No. You won't be able to find such a transformation.

Those aren't the only trivial Killing fields by the way. The generators of rotations, that is, the basis of $so(3)$, are also easily seen to be Killing fields of the Schwarzschild metric and they arise from the spherical symmetry.

3. Apr 1, 2014

### Vrbic

Do I need know all transformation? I thought that differencial form of it could be enough. If I suppose $\alpha=\alpha(\theta,\phi), \beta=\beta(\theta,\phi)$, than I can write $d\alpha=\alpha_{\theta}+\alpha_{\phi}$, $d\beta=\beta_{\theta}+\beta_{\phi}$, where subscript means differentation.

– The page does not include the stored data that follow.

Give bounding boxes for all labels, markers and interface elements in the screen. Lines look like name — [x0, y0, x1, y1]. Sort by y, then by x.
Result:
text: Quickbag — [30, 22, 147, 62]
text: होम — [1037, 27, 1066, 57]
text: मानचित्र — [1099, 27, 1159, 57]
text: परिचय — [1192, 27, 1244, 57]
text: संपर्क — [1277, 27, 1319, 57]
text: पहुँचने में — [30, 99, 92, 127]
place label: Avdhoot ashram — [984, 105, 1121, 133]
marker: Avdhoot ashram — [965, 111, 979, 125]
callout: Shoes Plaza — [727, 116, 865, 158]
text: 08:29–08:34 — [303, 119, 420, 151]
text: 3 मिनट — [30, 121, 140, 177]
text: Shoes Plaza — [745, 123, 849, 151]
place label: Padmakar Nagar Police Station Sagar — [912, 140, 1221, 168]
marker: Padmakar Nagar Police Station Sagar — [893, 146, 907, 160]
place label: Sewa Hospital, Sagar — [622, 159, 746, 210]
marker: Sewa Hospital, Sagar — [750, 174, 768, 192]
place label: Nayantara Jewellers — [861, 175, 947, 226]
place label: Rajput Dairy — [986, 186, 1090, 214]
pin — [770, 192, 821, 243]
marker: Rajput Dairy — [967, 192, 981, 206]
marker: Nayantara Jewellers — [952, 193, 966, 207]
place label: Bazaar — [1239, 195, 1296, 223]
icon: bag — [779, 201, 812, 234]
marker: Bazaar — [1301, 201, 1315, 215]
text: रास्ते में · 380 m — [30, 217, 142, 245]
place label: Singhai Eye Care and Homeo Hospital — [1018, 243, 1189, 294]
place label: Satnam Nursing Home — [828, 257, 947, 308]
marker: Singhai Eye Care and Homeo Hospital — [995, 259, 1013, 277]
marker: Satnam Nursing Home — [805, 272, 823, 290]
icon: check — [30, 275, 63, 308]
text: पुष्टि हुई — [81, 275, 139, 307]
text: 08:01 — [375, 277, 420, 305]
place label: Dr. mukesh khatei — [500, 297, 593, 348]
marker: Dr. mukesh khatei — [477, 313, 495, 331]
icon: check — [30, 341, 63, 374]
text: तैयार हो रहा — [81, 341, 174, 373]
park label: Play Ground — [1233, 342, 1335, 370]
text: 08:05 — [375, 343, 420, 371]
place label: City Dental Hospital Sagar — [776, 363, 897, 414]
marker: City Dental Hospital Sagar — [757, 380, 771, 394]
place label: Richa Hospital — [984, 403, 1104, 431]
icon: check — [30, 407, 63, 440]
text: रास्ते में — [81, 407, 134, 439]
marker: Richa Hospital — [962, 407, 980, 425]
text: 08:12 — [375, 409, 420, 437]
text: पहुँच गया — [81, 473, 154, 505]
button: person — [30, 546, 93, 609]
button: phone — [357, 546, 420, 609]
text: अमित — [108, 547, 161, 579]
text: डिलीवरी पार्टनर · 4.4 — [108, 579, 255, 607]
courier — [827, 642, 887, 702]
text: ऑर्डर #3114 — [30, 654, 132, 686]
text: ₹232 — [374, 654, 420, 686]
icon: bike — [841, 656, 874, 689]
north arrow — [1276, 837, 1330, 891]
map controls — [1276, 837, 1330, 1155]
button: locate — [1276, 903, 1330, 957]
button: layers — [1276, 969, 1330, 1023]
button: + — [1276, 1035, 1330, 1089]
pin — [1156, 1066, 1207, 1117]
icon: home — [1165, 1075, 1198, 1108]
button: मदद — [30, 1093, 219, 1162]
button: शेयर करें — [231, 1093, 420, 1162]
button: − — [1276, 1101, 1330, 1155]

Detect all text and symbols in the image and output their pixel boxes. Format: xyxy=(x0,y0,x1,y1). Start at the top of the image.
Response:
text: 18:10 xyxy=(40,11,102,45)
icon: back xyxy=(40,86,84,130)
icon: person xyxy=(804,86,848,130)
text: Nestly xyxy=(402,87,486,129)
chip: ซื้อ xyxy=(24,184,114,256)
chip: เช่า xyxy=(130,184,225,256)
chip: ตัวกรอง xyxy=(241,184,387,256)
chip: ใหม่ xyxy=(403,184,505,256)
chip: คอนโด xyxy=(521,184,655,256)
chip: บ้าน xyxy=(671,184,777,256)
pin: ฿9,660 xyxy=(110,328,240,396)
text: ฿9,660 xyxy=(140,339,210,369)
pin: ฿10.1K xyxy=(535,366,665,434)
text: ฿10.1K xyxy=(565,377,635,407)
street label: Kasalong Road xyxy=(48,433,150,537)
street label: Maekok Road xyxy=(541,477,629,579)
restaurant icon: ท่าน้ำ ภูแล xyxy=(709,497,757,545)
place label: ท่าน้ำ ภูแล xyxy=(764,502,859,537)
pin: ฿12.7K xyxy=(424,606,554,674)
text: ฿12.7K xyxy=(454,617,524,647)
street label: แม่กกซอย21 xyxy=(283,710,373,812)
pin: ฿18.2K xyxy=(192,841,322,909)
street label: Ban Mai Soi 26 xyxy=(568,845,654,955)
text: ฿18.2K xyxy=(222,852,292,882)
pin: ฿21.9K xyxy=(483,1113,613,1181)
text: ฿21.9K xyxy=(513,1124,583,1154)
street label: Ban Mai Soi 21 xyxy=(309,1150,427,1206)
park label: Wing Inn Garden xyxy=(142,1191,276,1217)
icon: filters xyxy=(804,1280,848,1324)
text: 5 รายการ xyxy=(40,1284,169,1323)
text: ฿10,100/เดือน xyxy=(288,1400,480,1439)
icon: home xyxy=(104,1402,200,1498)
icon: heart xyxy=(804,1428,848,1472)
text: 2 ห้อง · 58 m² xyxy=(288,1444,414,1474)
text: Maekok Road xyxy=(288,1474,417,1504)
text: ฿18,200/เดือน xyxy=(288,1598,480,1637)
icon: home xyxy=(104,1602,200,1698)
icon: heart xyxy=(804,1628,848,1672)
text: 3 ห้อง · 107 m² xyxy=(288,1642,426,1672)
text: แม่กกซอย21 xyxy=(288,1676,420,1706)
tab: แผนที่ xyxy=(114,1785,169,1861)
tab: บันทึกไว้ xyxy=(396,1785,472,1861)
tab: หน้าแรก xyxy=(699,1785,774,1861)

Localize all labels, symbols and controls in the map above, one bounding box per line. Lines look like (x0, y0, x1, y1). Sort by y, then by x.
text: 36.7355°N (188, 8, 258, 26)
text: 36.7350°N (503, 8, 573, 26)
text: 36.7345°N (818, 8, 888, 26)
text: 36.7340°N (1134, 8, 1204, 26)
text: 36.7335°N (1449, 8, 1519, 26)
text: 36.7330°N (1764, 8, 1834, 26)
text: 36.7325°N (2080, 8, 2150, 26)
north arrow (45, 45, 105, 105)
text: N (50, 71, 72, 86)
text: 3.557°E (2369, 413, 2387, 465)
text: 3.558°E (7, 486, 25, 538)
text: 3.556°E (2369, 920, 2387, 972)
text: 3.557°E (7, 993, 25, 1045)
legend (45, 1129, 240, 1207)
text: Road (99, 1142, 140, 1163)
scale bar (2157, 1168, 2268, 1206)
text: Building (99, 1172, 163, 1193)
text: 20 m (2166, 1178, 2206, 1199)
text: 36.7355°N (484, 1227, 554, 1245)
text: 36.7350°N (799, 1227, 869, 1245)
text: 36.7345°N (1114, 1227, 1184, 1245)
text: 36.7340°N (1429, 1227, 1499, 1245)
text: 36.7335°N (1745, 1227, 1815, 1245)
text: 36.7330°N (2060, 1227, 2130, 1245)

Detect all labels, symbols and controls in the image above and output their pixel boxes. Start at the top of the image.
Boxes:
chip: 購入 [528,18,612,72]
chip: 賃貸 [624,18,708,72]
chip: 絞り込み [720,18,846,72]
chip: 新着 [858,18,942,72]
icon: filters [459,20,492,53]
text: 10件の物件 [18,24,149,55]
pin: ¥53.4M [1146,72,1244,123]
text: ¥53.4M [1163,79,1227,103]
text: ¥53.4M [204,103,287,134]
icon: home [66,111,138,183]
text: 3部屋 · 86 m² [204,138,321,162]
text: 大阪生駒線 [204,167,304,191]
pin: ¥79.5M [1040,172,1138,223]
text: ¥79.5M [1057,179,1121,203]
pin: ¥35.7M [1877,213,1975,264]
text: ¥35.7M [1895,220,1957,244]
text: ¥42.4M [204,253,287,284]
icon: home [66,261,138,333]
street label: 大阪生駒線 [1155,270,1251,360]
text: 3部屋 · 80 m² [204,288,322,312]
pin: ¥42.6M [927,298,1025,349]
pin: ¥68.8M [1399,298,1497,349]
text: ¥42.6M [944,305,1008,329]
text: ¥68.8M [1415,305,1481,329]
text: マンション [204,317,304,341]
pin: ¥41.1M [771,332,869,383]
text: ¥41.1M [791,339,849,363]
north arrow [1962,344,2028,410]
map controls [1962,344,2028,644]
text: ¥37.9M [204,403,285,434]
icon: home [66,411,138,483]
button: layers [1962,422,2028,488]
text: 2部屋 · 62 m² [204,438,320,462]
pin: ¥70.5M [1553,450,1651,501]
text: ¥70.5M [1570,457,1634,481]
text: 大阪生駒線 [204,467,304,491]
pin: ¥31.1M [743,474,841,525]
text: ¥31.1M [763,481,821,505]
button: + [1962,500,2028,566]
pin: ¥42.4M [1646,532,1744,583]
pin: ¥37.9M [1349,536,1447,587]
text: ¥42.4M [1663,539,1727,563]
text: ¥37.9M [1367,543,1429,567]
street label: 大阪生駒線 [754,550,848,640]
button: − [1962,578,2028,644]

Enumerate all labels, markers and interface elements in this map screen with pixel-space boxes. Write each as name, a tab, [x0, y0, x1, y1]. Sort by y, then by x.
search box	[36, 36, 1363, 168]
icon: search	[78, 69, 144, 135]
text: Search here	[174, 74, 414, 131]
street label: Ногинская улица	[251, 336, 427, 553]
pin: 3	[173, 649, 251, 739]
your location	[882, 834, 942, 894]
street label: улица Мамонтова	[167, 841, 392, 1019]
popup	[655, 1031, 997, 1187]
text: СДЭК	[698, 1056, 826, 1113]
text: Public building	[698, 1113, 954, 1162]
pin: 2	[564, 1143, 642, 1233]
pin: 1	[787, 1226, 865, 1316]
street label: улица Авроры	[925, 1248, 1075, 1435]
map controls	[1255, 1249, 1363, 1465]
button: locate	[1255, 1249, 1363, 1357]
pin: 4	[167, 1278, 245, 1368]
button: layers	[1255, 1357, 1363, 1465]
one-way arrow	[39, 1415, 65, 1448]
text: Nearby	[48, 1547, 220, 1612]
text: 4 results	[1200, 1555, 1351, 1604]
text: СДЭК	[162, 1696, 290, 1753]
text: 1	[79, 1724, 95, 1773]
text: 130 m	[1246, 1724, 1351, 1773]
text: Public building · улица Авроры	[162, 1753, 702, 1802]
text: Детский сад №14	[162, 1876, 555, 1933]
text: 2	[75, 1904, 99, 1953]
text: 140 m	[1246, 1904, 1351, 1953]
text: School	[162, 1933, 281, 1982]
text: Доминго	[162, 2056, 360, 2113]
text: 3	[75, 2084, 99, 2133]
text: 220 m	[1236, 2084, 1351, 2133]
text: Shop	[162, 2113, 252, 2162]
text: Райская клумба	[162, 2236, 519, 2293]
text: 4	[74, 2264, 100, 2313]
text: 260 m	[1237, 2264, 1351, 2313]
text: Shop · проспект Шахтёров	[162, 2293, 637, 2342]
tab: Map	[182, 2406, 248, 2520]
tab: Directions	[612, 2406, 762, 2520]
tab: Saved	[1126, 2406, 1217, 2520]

When I put it back to the $ds^2=d\alpha^2+d\beta^2$ I get 3 eq.:
$1=\alpha_{\theta}^2+\beta_{\theta}^2$
$0=\alpha_{\theta}\alpha_{\phi}+\beta_{\theta}\beta_{\phi}$
$\sin^2{\theta}=\alpha_{\phi}^2+\beta_{\phi}^2$.
From them (if from first guess $\alpha_{\theta}=\cos{\phi}$, $\beta_{\theta}=\sin{\phi}$) I get $d\alpha=\cos{\phi}d\theta-\sin{\theta}\sin{\phi}d\phi$, $d\beta=\sin{\theta}d\theta+\sin{\theta}\cos{\phi}d\phi$.
Multiplying by $g^{\mu\nu}$ I hope can get $\frac{\partial}{\partial\alpha}$, $\frac{\partial}{\partial\beta}$. What is wrong?

4. Apr 1, 2014

### Bill_K

If you could put the metric in that form, it would be FLAT. It's not flat, it's a sphere.

5. Apr 1, 2014

### WannabeNewton

This clearly doesn't reduce to the metric on the 2-sphere: simple substitution yields $d\alpha^2 + d\beta^2 = d\theta ^2 + \sin^2 \theta d\phi^2 + (\sin \theta \cos\phi - \sin 2\phi )\sin\theta d\theta d\phi$.

You simply won't be able to put the 2-sphere metric in the form $ds^2 = d\alpha^2 + d\beta^2$ and Bill has elucidated above why this is impossible.